#### BRIEF
Each line below is to be repeated exactly; any picture is to be left out.

#### EXCERPTED DATA
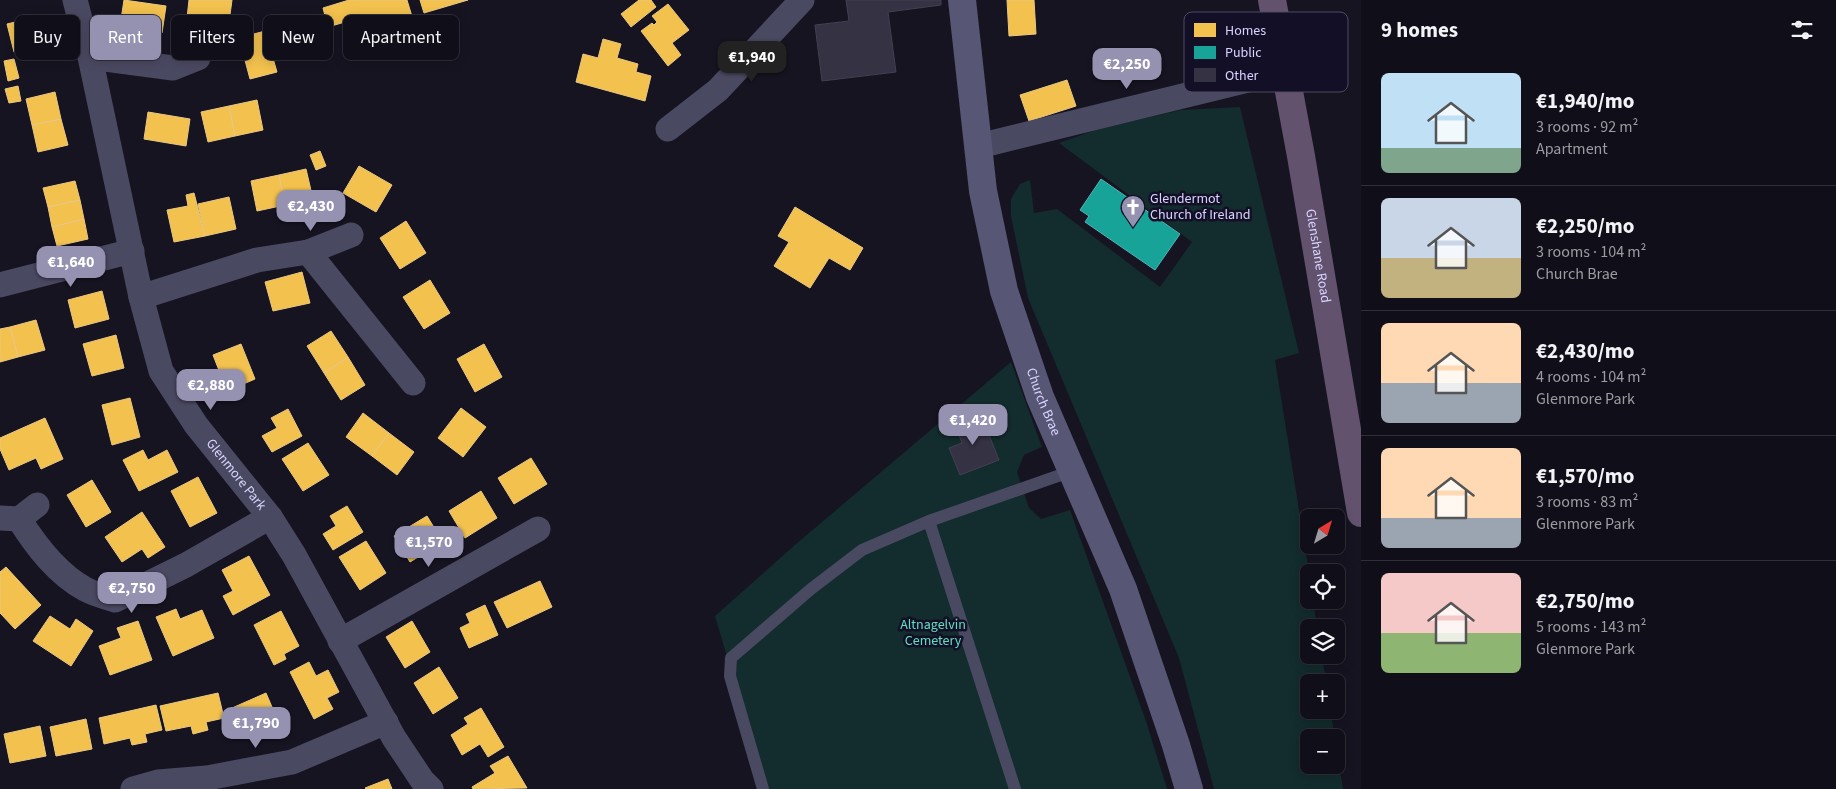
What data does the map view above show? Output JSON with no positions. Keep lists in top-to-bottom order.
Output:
{
  "streets": {
    "highway": ["Glenshane Road"],
    "main road": ["Church Brae"],
    "street": ["Glenmore Park"]
  },
  "parks": ["Altnagelvin Cemetery"],
  "places": {
    "church": ["Glendermot Church of Ireland"]
  },
  "legend": ["Homes", "Public", "Other"],
  "north": "top right",
  "page": {
    "heading": "9 homes",
    "chip": [
      "Buy",
      "Rent",
      "Filters",
      "New",
      "Apartment"
    ],
    "price": [
      "€1,940",
      "€2,250",
      "€2,430",
      "€1,640",
      "€2,880",
      "€1,420",
      "€1,570",
      "€2,750",
      "€1,790"
    ],
    "list": [
      {
        "name": "€1,940/mo",
        "note": "3 rooms · 92 m² · Apartment"
      },
      {
        "name": "€2,250/mo",
        "note": "3 rooms · 104 m² · Church Brae"
      },
      {
        "name": "€2,430/mo",
        "note": "4 rooms · 104 m² · Glenmore Park"
      },
      {
        "name": "€1,570/mo",
        "note": "3 rooms · 83 m² · Glenmore Park"
      },
      {
        "name": "€2,750/mo",
        "note": "5 rooms · 143 m² · Glenmore Park"
      }
    ],
    "map_buttons": ["+", "−"]
  }
}
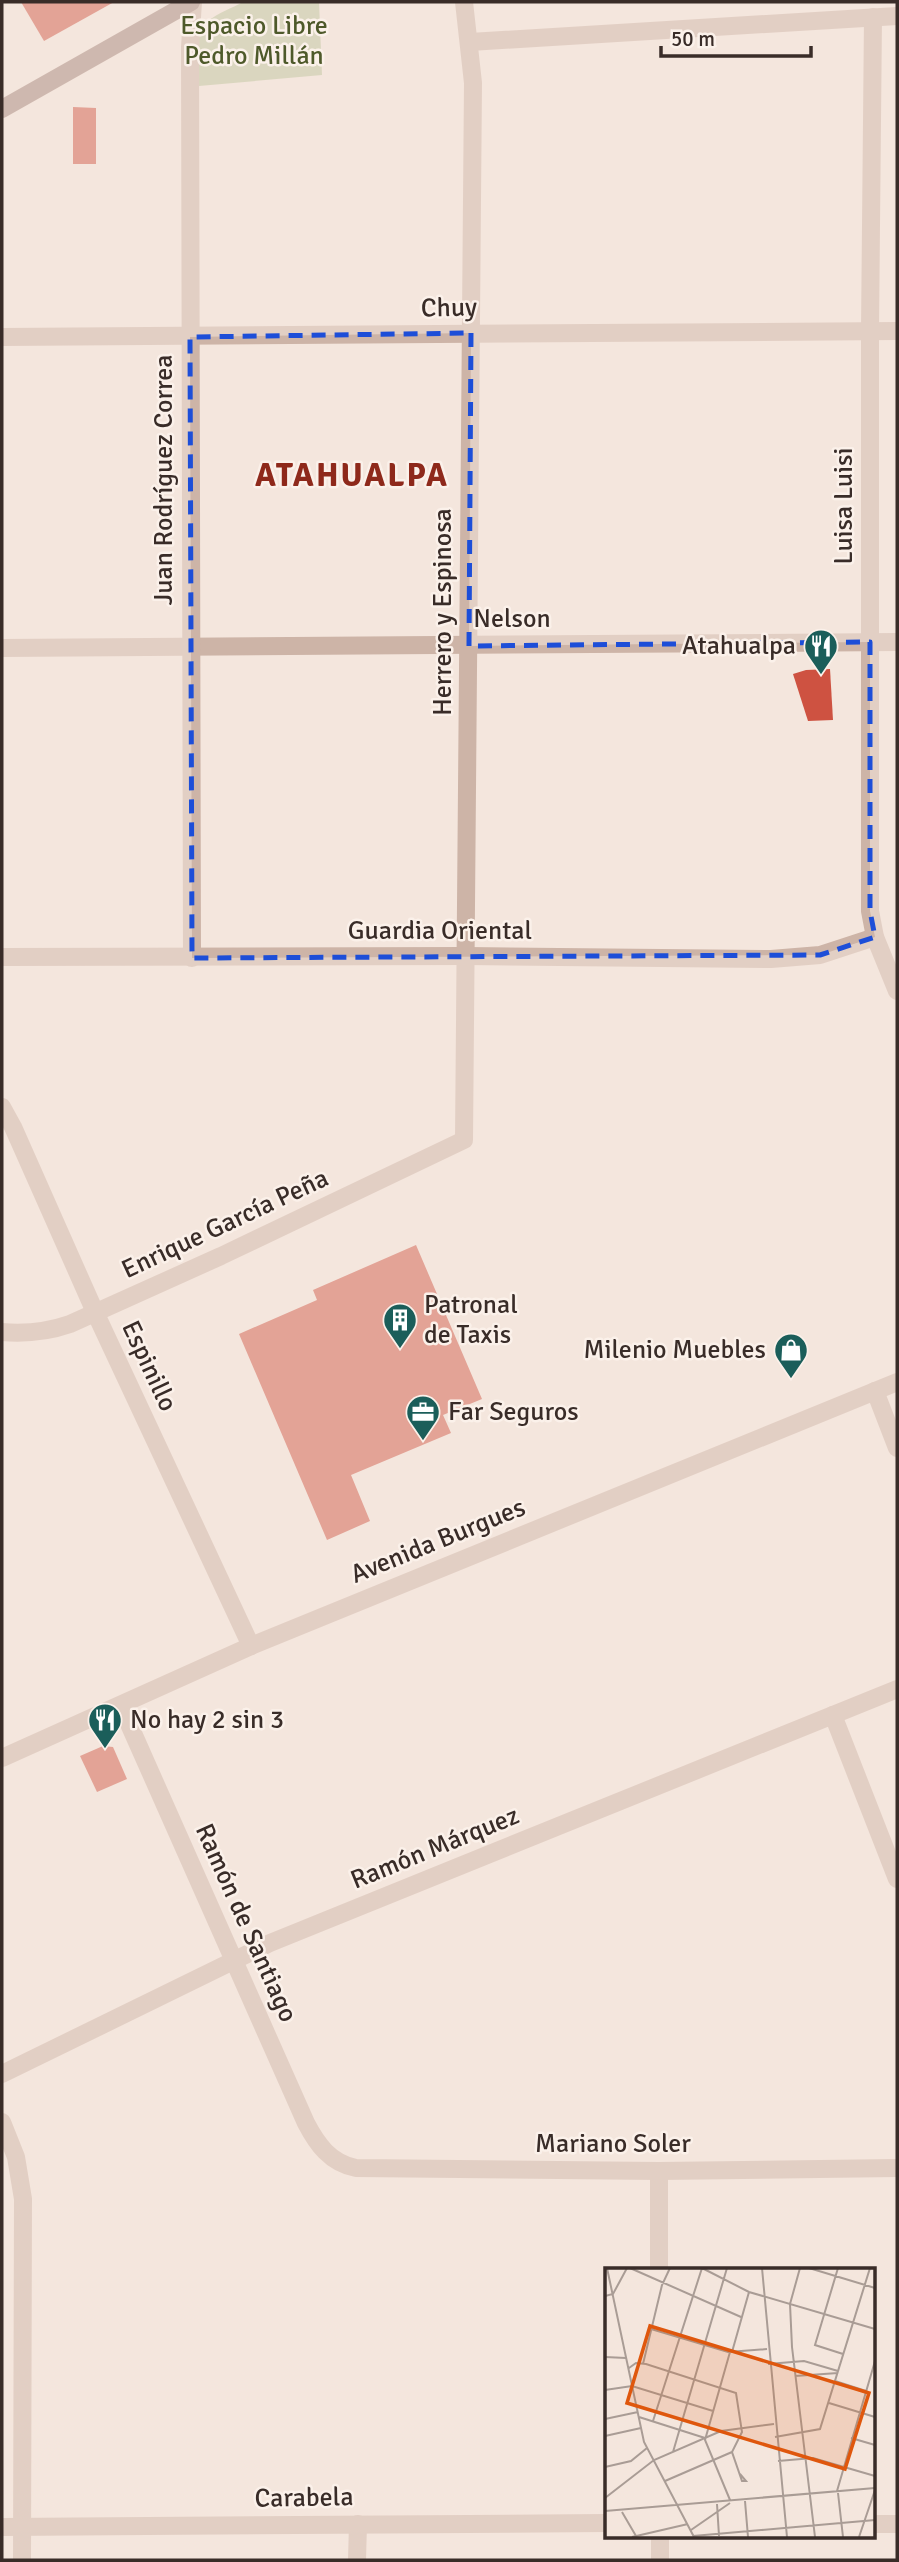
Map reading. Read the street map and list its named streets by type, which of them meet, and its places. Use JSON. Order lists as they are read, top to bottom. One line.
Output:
{"streets":{"street":["Chuy","Juan Rodríguez Correa","Luisa Luisi","Herrero y Espinosa","Nelson","Guardia Oriental","Enrique García Peña","Espinillo","Avenida Burgues","Ramón Márquez","Ramón de Santiago","Mariano Soler","Carabela"]},"crossings":[["Chuy","Juan Rodríguez Correa"],["Chuy","Luisa Luisi"],["Chuy","Herrero y Espinosa"],["Juan Rodríguez Correa","Nelson"],["Juan Rodríguez Correa","Guardia Oriental"],["Luisa Luisi","Nelson"],["Luisa Luisi","Guardia Oriental"],["Herrero y Espinosa","Nelson"],["Herrero y Espinosa","Guardia Oriental"],["Herrero y Espinosa","Enrique García Peña"],["Enrique García Peña","Espinillo"],["Espinillo","Avenida Burgues"],["Avenida Burgues","Ramón de Santiago"],["Ramón Márquez","Ramón de Santiago"],["Ramón de Santiago","Mariano Soler"]],"districts":["ATAHUALPA"],"parks":["Espacio Libre Pedro Millán"],"places":{"restaurant":["Atahualpa","No hay 2 sin 3"],"building":["Patronal de Taxis"],"shop":["Milenio Muebles"],"office":["Far Seguros"]},"scale_bar":"50 m"}
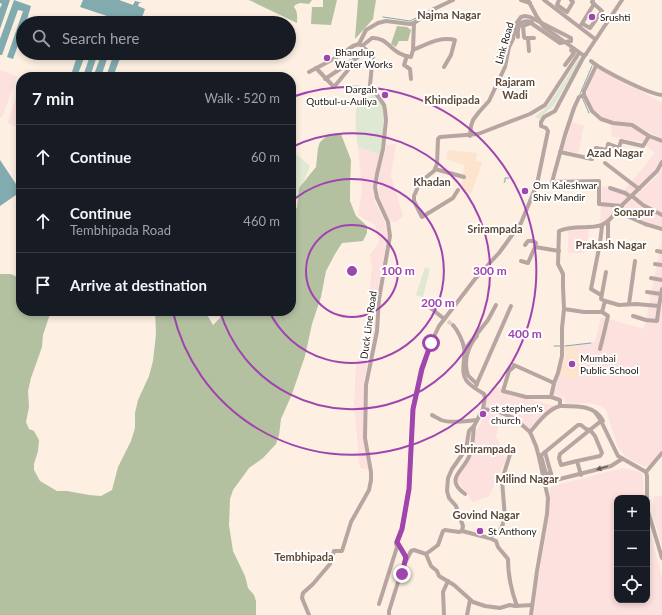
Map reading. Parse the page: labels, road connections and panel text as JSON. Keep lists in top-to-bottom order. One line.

#### SOLUTION TO THIS EXERCISE
What data does the map view above show? Output JSON with no positions. Keep lists in top-to-bottom order.
Output:
{
  "streets": {
    "highway": ["Glenshane Road"],
    "main road": ["Church Brae"],
    "street": ["Glenmore Park"]
  },
  "parks": ["Altnagelvin Cemetery"],
  "places": {
    "church": ["Glendermot Church of Ireland"]
  },
  "legend": ["Homes", "Public", "Other"],
  "north": "top right",
  "page": {
    "heading": "9 homes",
    "chip": [
      "Buy",
      "Rent",
      "Filters",
      "New",
      "Apartment"
    ],
    "price": [
      "€1,940",
      "€2,250",
      "€2,430",
      "€1,640",
      "€2,880",
      "€1,420",
      "€1,570",
      "€2,750",
      "€1,790"
    ],
    "list": [
      {
        "name": "€1,940/mo",
        "note": "3 rooms · 92 m² · Apartment"
      },
      {
        "name": "€2,250/mo",
        "note": "3 rooms · 104 m² · Church Brae"
      },
      {
        "name": "€2,430/mo",
        "note": "4 rooms · 104 m² · Glenmore Park"
      },
      {
        "name": "€1,570/mo",
        "note": "3 rooms · 83 m² · Glenmore Park"
      },
      {
        "name": "€2,750/mo",
        "note": "5 rooms · 143 m² · Glenmore Park"
      }
    ],
    "map_buttons": ["+", "−"]
  }
}
Map reading. Read the street map and list its named streets by type, which of them meet, and its places. Use JSON. Order lists as they are read, top to bottom. One line.
Output:
{"streets":{"street":["Chuy","Juan Rodríguez Correa","Luisa Luisi","Herrero y Espinosa","Nelson","Guardia Oriental","Enrique García Peña","Espinillo","Avenida Burgues","Ramón Márquez","Ramón de Santiago","Mariano Soler","Carabela"]},"crossings":[["Chuy","Juan Rodríguez Correa"],["Chuy","Luisa Luisi"],["Chuy","Herrero y Espinosa"],["Juan Rodríguez Correa","Nelson"],["Juan Rodríguez Correa","Guardia Oriental"],["Luisa Luisi","Nelson"],["Luisa Luisi","Guardia Oriental"],["Herrero y Espinosa","Nelson"],["Herrero y Espinosa","Guardia Oriental"],["Herrero y Espinosa","Enrique García Peña"],["Enrique García Peña","Espinillo"],["Espinillo","Avenida Burgues"],["Avenida Burgues","Ramón de Santiago"],["Ramón Márquez","Ramón de Santiago"],["Ramón de Santiago","Mariano Soler"]],"districts":["ATAHUALPA"],"parks":["Espacio Libre Pedro Millán"],"places":{"restaurant":["Atahualpa","No hay 2 sin 3"],"building":["Patronal de Taxis"],"shop":["Milenio Muebles"],"office":["Far Seguros"]},"scale_bar":"50 m"}
Map reading. Parse the page: labels, road connections and panel text as JSON. Keep lists in top-to-bottom order. One line.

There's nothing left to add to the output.